Karena ini bukan jam makan siang, warung itu sepi. Hanya ada tiga pria yang sepertinya pekerja kantoran duduk di meja luar, mereka semua sedang merokok. Ara menghampiri Bang Usup yang tengah mengelap meja di dalam. “Bang, gue mau bakso yang biasanya ya, pakai bihun sama lontong. Minumnya es jeruk ya, Bang. Inget, esnya dikit aja.”

“Oke siap, Non.” Pria kurus berkumis itu berpaling pada Iago. “Masnya?”

“Samain aja deh,” jawab Iago. “Eh, Ra, di sini makan bakso pakai lontong?”

Ara mengangguk. “Kenapa? Bakso semangkuk sama lontong nggak haram kok.”

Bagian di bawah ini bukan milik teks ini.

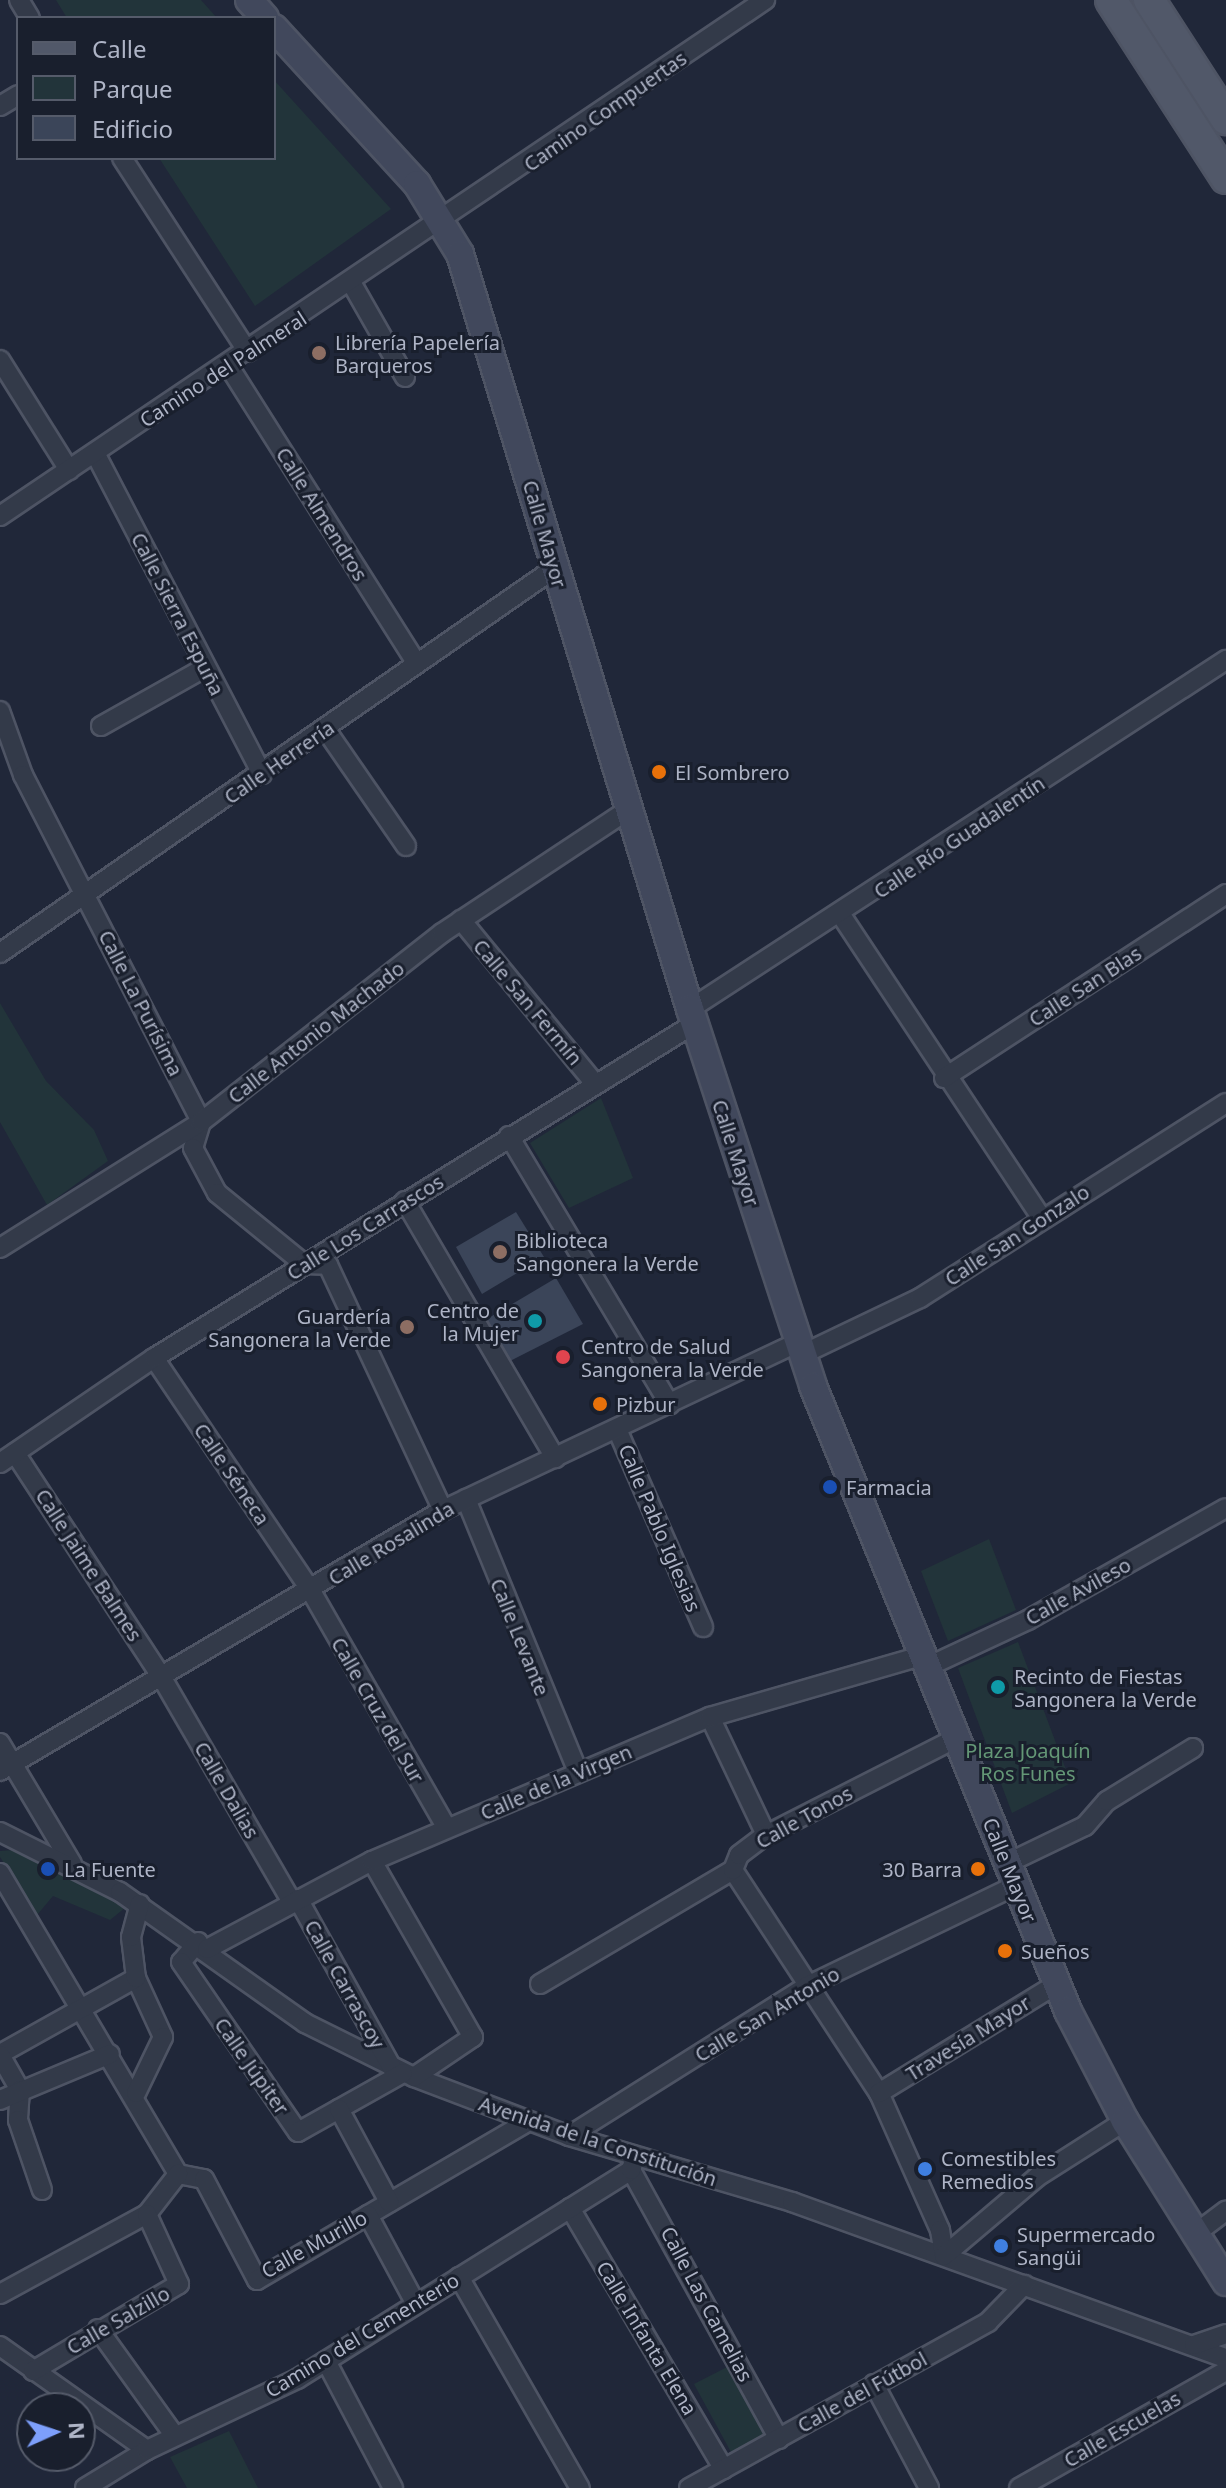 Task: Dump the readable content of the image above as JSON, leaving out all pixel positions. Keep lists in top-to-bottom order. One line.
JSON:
{"streets":{"street":["Camino Compuertas","Camino del Palmeral","Calle Almendros","Calle Mayor","Calle Sierra Espuña","Calle Herrería","Calle Río Guadalentín","Calle San Blas","Calle San Fermín","Calle La Purísima","Calle Antonio Machado","Calle Los Carrascos","Calle San Gonzalo","Calle Séneca","Calle Pablo Iglesias","Calle Rosalinda","Calle Jaime Balmes","Calle Avileso","Calle Levante","Calle Cruz del Sur","Calle de la Virgen","Calle Dalias","Calle Tonos","Calle Carrascoy","Calle San Antonio","Travesía Mayor","Calle Júpiter","Avenida de la Constitución","Calle Murillo","Calle Las Camelias","Calle Salzillo","Camino del Cementerio","Calle Infanta Elena","Calle del Fútbol","Calle Escuelas"]},"crossings":[["Camino Compuertas","Camino del Palmeral"],["Camino Compuertas","Calle Mayor"],["Camino del Palmeral","Calle Almendros"],["Camino del Palmeral","Calle Mayor"],["Camino del Palmeral","Calle Sierra Espuña"],["Calle Almendros","Calle Herrería"],["Calle Mayor","Calle Herrería"],["Calle Mayor","Calle Río Guadalentín"],["Calle Mayor","Calle Antonio Machado"],["Calle Mayor","Calle Los Carrascos"],["Calle Mayor","Calle San Gonzalo"],["Calle Mayor","Calle Rosalinda"],["Calle Mayor","Calle Avileso"],["Calle Mayor","Calle de la Virgen"],["Calle Mayor","Calle Tonos"],["Calle Mayor","Calle San Antonio"],["Calle Mayor","Travesía Mayor"],["Calle Sierra Espuña","Calle Herrería"],["Calle Herrería","Calle La Purísima"],["Calle Río Guadalentín","Calle Los Carrascos"],["Calle San Fermín","Calle Antonio Machado"],["Calle San Fermín","Calle Los Carrascos"],["Calle La Purísima","Calle Antonio Machado"],["Calle Los Carrascos","Calle Séneca"],["Calle Los Carrascos","Calle Jaime Balmes"],["Calle San Gonzalo","Calle Rosalinda"],["Calle Séneca","Calle Rosalinda"],["Calle Séneca","Calle Cruz del Sur"],["Calle Pablo Iglesias","Calle Rosalinda"],["Calle Rosalinda","Calle Jaime Balmes"],["Calle Rosalinda","Calle Levante"],["Calle Rosalinda","Calle Cruz del Sur"],["Calle Rosalinda","Calle Dalias"],["Calle Jaime Balmes","Calle Dalias"],["Calle Avileso","Calle de la Virgen"],["Calle Levante","Calle de la Virgen"],["Calle Cruz del Sur","Calle de la Virgen"],["Calle de la Virgen","Calle Dalias"],["Calle de la Virgen","Calle Carrascoy"],["Calle de la Virgen","Calle Júpiter"],["Calle de la Virgen","Avenida de la Constitución"],["Calle Dalias","Calle Carrascoy"],["Calle Carrascoy","Calle Júpiter"],["Calle Carrascoy","Avenida de la Constitución"],["Calle San Antonio","Avenida de la Constitución"],["Calle Júpiter","Avenida de la Constitución"],["Avenida de la Constitución","Calle Murillo"],["Avenida de la Constitución","Calle Las Camelias"],["Avenida de la Constitución","Camino del Cementerio"],["Avenida de la Constitución","Calle del Fútbol"],["Calle Las Camelias","Camino del Cementerio"],["Calle Las Camelias","Calle del Fútbol"],["Camino del Cementerio","Calle Infanta Elena"],["Calle Infanta Elena","Calle del Fútbol"]],"parks":["Plaza Joaquín Ros Funes"],"places":["Librería Papelería Barqueros","El Sombrero","Biblioteca Sangonera la Verde","Centro de la Mujer","Guardería Sangonera la Verde","Centro de Salud Sangonera la Verde","Pizbur","Farmacia","Recinto de Fiestas Sangonera la Verde","La Fuente","30 Barra","Sueños","Comestibles Remedios","Supermercado Sangüi"],"legend":["Calle","Parque","Edificio"],"north":"right"}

“Bukan gitu. Gue baru tahu aja.”

“Kalau lo main ke Jawa Timur, bakso semangkuk sama lontong bukan hal yang aneh.”

“Oh, oke.”

Mereka memilih tempat duduk tepat di bawah kipas angin agar tidak terlalu gerah. Iago mencopot hoodie-nya dan menaruhnya pada tempat duduk kosong di sampingnya. Tak sampai lima menit kemudian, Bang Usup membawakan pesanan mereka. Ara yang lapar langsung menuangkan sambal, saus, dan kecap ke dalam mangkuk baksonya. Kemudian mengaduknya sebentar sebelum mulai makan.

Iago tertawa geli melihat ekspresi Ara. “Lo itu rakus atau laper?”

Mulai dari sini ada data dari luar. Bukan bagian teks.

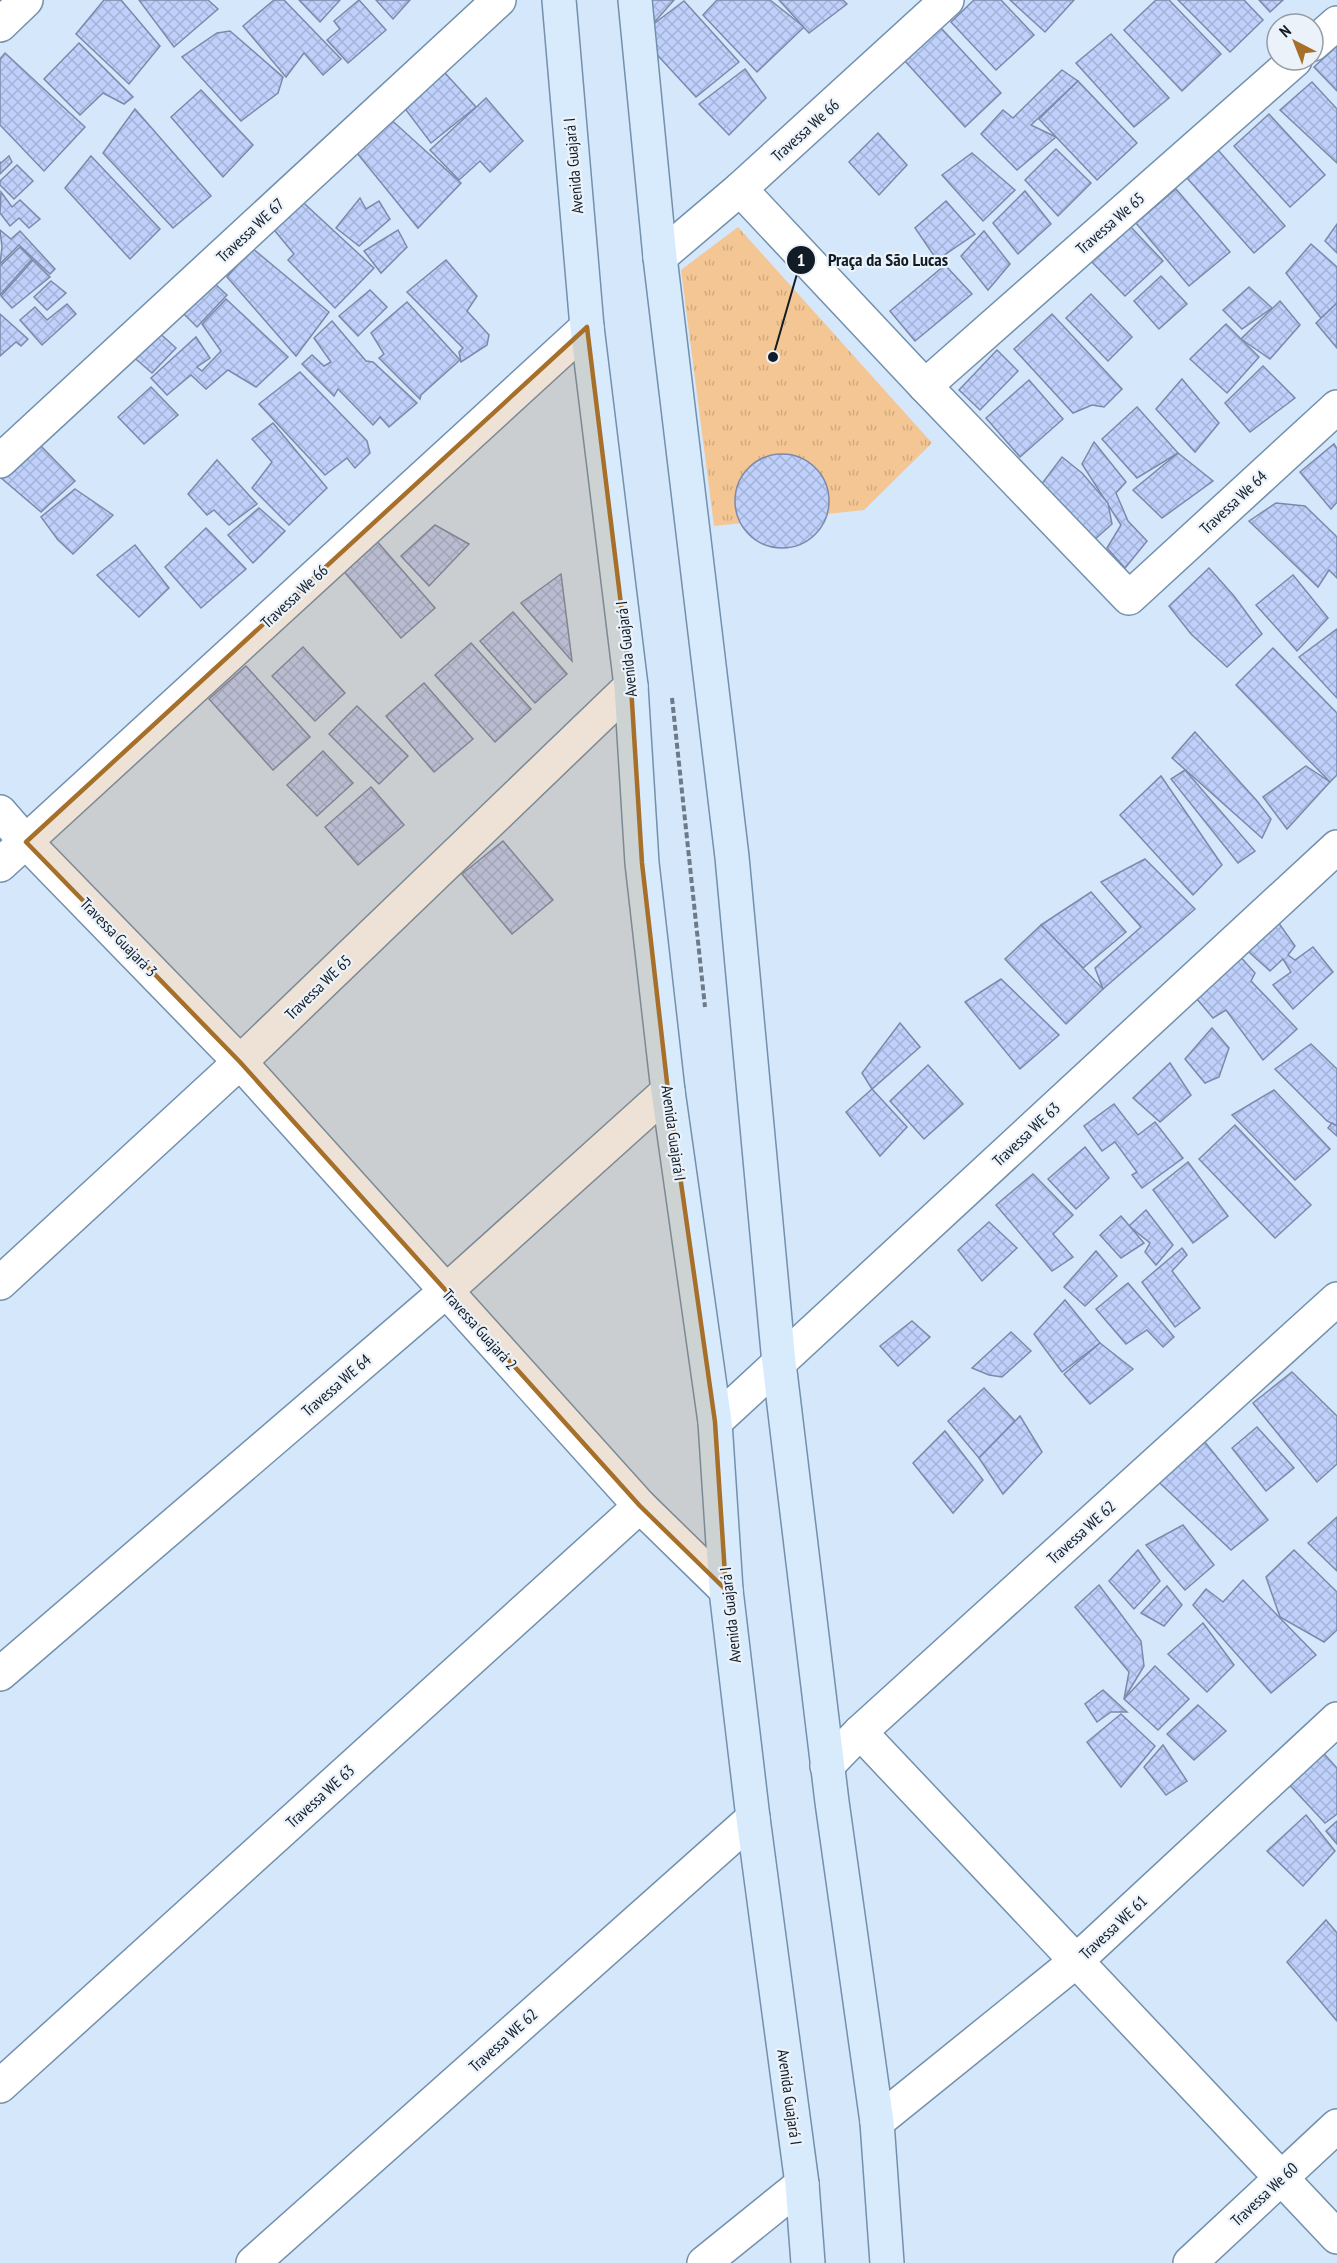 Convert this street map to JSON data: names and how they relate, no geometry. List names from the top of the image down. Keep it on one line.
{"streets":{"main road":["Avenida Guajará I"],"street":["Travessa We 66","Travessa We 65","Travessa WE 67","Travessa We 64","Travessa Guajará 3","Travessa WE 65","Travessa WE 63","Travessa Guajará 2","Travessa WE 64","Travessa WE 62","Travessa WE 61","Travessa We 60"]},"crossings":[["Travessa We 66","Avenida Guajará I"],["Travessa We 66","Travessa Guajará 3"],["Avenida Guajará I","Travessa WE 65"],["Avenida Guajará I","Travessa WE 63"],["Avenida Guajará I","Travessa Guajará 2"],["Avenida Guajará I","Travessa WE 64"],["Avenida Guajará I","Travessa WE 62"],["Travessa We 65","Travessa We 64"],["Travessa Guajará 3","Travessa WE 65"],["Travessa Guajará 3","Travessa Guajará 2"],["Travessa WE 65","Travessa Guajará 2"],["Travessa WE 63","Travessa Guajará 2"],["Travessa Guajará 2","Travessa WE 64"]],"places":["Praça da São Lucas"],"north":"top left"}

“Dua-duanya,” jawab Ara sambil terus mengunyah.

“Ra, gue penasaran. Lo kenapa selalu bilang kalau nggak punya waktu? Hidup lo sebenernya kenapa?”

Seketika Ara berhenti mengunyah. Pertanyaan yang menjurus pada perkara hidup dan matinya itu membuat nafsu makannya lenyap. Perut Ara mendadak terasa penuh hingga timbul sensasi mual. Buru-buru Ara menyeruput es jeruknya. “Gue nggak kenapa-kenapa,” jawab Ara setelah berhasil menenangkan dirinya sendiri.

“Ra, kalau lo ada masalah, lo boleh kok minta bantuan gue. Gue pasti bakal bantu lo,” balas Iago mencoba meyakinkan.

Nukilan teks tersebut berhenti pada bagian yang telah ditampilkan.